= DATA TO PROCESS =
Content starts

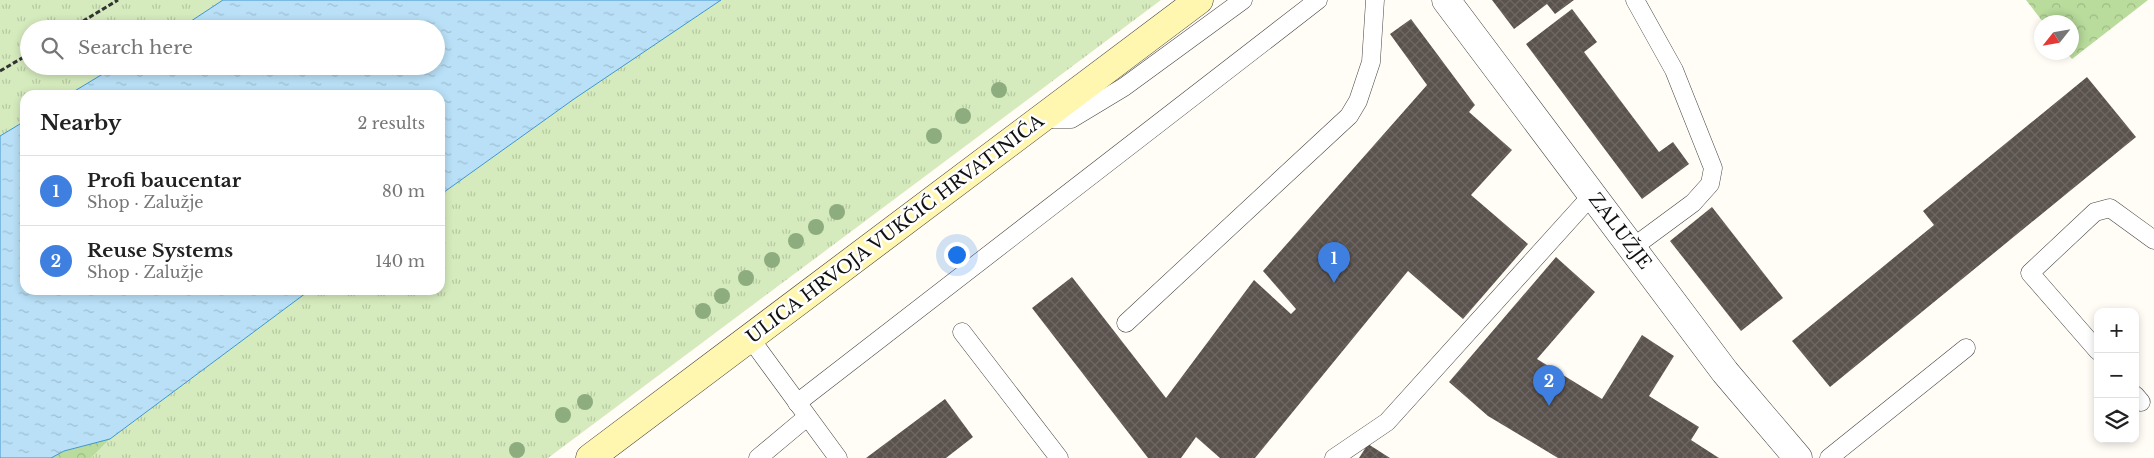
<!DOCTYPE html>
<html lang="en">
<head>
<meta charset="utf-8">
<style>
  :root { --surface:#fff; --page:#f6f6f6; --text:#222; --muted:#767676; --line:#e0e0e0; --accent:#111827 }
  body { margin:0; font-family:"Libre Baskerville",serif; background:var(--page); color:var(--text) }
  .controls { position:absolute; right:15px; bottom:15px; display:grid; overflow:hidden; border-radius:10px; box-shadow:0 2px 8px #0003 }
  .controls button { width:45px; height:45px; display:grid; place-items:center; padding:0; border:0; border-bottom:1px solid var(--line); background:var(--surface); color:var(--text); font:25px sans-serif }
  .compass { position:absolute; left:2034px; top:15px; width:45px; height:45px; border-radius:50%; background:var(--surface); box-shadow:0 2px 8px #0003; rotate:239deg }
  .you { position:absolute; left:956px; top:254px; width:18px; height:18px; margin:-12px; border:4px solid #fff; border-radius:50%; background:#1a73e8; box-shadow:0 0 0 8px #1a73e833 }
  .badge { display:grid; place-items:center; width:32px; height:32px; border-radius:50%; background:var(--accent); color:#fff; font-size:16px; font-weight:700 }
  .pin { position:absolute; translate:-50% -41px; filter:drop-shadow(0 1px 2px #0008) }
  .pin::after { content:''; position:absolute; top:26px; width:18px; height:15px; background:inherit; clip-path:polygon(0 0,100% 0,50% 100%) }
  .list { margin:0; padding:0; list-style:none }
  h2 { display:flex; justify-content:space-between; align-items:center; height:65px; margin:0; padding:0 20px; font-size:21px }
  h2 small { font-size:16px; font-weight:400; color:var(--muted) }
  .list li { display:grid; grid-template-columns:32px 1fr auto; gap:15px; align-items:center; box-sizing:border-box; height:70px; padding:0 20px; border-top:1px solid var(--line) }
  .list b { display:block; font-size:19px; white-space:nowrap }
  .list p { margin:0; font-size:16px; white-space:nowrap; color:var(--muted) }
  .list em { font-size:16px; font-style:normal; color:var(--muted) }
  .icon { flex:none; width:28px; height:28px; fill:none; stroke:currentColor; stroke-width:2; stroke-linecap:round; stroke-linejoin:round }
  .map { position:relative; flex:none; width:2154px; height:458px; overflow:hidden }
  .search { position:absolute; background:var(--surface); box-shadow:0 2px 8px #0003; left:20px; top:20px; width:425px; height:55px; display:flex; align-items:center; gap:12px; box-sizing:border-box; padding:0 18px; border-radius:28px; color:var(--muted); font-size:19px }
  .panel { position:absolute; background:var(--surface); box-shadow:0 2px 8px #0003; left:20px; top:90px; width:425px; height:205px; border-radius:15px }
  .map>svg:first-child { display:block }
  .grass { fill:url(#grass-tufts) }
  .forest { fill:url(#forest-crowns) }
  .water { fill:url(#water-ripples); stroke:#3f96cf }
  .building { fill:url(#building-cross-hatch) }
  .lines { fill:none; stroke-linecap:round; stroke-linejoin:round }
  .service-casing { stroke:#444; stroke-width:19 }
  .minor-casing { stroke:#444; stroke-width:29 }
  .secondary-casing { stroke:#333; stroke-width:29 }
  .path { stroke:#333; stroke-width:3; stroke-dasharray:5 2.5; stroke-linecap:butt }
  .service { stroke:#fff; stroke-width:18 }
  .minor { stroke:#fff; stroke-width:28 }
  .secondary { stroke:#fff6b0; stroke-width:28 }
  .tree { fill:#8dad7f }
  .labels { text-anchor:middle; stroke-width:5; stroke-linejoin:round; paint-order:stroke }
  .street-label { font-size:18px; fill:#111; stroke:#fff }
</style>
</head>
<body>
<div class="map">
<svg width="2154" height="458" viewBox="0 0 2154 458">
  <defs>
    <pattern id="grass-tufts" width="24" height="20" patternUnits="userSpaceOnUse" patternTransform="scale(1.25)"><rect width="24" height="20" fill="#d5ebbd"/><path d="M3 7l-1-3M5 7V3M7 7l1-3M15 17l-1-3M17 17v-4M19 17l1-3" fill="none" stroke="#b6c8a1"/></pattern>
    <pattern id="forest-crowns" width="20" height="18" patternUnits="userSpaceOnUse" patternTransform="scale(1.25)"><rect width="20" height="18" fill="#b9dc9c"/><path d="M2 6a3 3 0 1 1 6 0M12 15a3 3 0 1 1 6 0" fill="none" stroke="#9ebc85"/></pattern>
    <pattern id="water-ripples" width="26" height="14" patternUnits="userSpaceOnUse" patternTransform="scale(1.25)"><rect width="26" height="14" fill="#b9e0f7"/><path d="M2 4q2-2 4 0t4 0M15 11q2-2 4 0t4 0" fill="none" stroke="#9ebfd3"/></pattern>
    <pattern id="building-cross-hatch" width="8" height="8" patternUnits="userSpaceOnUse" patternTransform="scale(1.25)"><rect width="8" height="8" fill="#5a524d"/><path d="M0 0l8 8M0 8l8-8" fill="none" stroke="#6d6662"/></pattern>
  </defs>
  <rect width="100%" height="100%" fill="#fffdf5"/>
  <g class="grass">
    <polygon points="0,0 223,0 179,29 29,29 29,66 116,66 68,95 25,95 25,121 0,136"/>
    <polygon points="721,0 1161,0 548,458 91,458 110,439 310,290 440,290 440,195 574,99"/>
  </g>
  <g class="forest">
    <polygon points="2026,0 2148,0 2072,59 2067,53 2072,52 2072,22 2043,22"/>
    <polygon points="110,439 91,458 51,458 64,451"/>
  </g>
  <g class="water">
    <polygon points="223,0 721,0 574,99 440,195 440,95 68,95 116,66 436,66 436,29 179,29"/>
    <polygon points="25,121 25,290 310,290 110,439 64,451 51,458 0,458 0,136"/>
  </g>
  <g class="building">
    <polygon points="1492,0 1574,0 1555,14 1547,4 1514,29"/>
    <polygon points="1572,9 1597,42 1584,52 1659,152 1673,142 1689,164 1642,199 1526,44"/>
    <polygon points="1411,19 1475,105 1469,112 1512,150 1471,195 1528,244 1463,319 1408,271 1255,458 1220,458 1196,437 1181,458 1148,458 1032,308 1072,277 1166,398 1254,280 1291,314 1296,309 1263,271 1427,85 1390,34"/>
    <polygon points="2087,77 2136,137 1830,387 1792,341 1934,225 1923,211"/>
    <polygon points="1712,207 1783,298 1741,331 1670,241"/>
    <polygon points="1556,257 1595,292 1537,359 1602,399 1642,335 1674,356 1649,396 1699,427 1691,440 1719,458 1558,458 1488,416 1449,382"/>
    <polygon points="945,399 973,437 946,458 866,458"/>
    <polygon points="1368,444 1390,458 1359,458"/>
  </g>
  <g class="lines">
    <defs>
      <g id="service">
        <polyline points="1041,119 1071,119 1124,87 1243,0"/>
        <polyline points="1632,248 1693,203 1710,184 1713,168 1674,70 1635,0"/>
        <polyline points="1126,323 1349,116 1358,101 1371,62 1375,0"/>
        <polyline points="962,332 1059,458"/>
        <polyline points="750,338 838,458"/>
        <polyline points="2098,351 2030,273 2095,212 2110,208 2154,240"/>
        <polyline points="2135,395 2141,402"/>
        <polyline points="797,403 1318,0"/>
        <polyline points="758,458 807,417"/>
        <polyline points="1334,458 1387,422 1592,195"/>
        <polyline points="1829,458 1966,348"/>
      </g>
      <polyline id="minor" points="1446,0 1725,372 1798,458"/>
      <polyline id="secondary" points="590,458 1199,0"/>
    </defs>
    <use href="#service" class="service-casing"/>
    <use href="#minor" class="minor-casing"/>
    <use href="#secondary" class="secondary-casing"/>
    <g class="path">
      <polyline points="70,29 118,0"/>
      <polyline points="0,71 29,54"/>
    </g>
    <use href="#service" class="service"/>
    <use href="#minor" class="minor"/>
    <use href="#secondary" class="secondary"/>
  </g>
  <g class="tree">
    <circle cx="999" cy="90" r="8"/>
    <circle cx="963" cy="116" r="8"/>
    <circle cx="934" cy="136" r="8"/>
    <circle cx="837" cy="212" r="8"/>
    <circle cx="816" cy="227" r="8"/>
    <circle cx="796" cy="241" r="8"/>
    <circle cx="772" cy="260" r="8"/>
    <circle cx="746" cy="278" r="8"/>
    <circle cx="722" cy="296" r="8"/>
    <circle cx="703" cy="311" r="8"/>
    <circle cx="585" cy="402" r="8"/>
    <circle cx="563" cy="415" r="8"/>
    <circle cx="517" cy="450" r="8"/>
  </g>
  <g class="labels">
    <g class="street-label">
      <text transform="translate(895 229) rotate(-37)" y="6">ULICA HRVOJA VUKČIĆ HRVATINIĆA</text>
      <text transform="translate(1620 231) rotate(53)" y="6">ZALUŽJE</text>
    </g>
  </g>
</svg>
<div class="controls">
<button>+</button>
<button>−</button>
<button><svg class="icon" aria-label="layers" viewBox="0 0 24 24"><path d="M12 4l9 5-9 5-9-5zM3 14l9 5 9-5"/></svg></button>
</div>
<svg class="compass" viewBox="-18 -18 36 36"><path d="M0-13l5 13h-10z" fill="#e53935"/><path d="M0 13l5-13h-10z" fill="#767676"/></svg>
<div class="you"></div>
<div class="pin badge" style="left:1334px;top:283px;background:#3f7fe0">1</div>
<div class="pin badge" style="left:1549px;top:406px;background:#3f7fe0">2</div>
<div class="search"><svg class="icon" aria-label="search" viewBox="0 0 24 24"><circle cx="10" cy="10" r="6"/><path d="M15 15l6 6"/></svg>Search here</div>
<section class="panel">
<h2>Nearby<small>2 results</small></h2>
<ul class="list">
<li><span class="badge" style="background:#3f7fe0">1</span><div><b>Profi baucentar</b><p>Shop · Zalužje</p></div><em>80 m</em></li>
<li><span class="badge" style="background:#3f7fe0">2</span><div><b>Reuse Systems</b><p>Shop · Zalužje</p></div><em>140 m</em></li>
</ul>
</section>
</div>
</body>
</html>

Content ends

= TASK PROMPT =
Set down exactly the lines of the data above, beginning with the line that has "position:absolute; left:2034px; top:15px;" and ending with the line that has "position:absolute; translate:-50% -41px;", and no others.

= OUTPUT FOR THIS EXERCISE =
  .compass { position:absolute; left:2034px; top:15px; width:45px; height:45px; border-radius:50%; background:var(--surface); box-shadow:0 2px 8px #0003; rotate:239deg }
  .you { position:absolute; left:956px; top:254px; width:18px; height:18px; margin:-12px; border:4px solid #fff; border-radius:50%; background:#1a73e8; box-shadow:0 0 0 8px #1a73e833 }
  .badge { display:grid; place-items:center; width:32px; height:32px; border-radius:50%; background:var(--accent); color:#fff; font-size:16px; font-weight:700 }
  .pin { position:absolute; translate:-50% -41px; filter:drop-shadow(0 1px 2px #0008) }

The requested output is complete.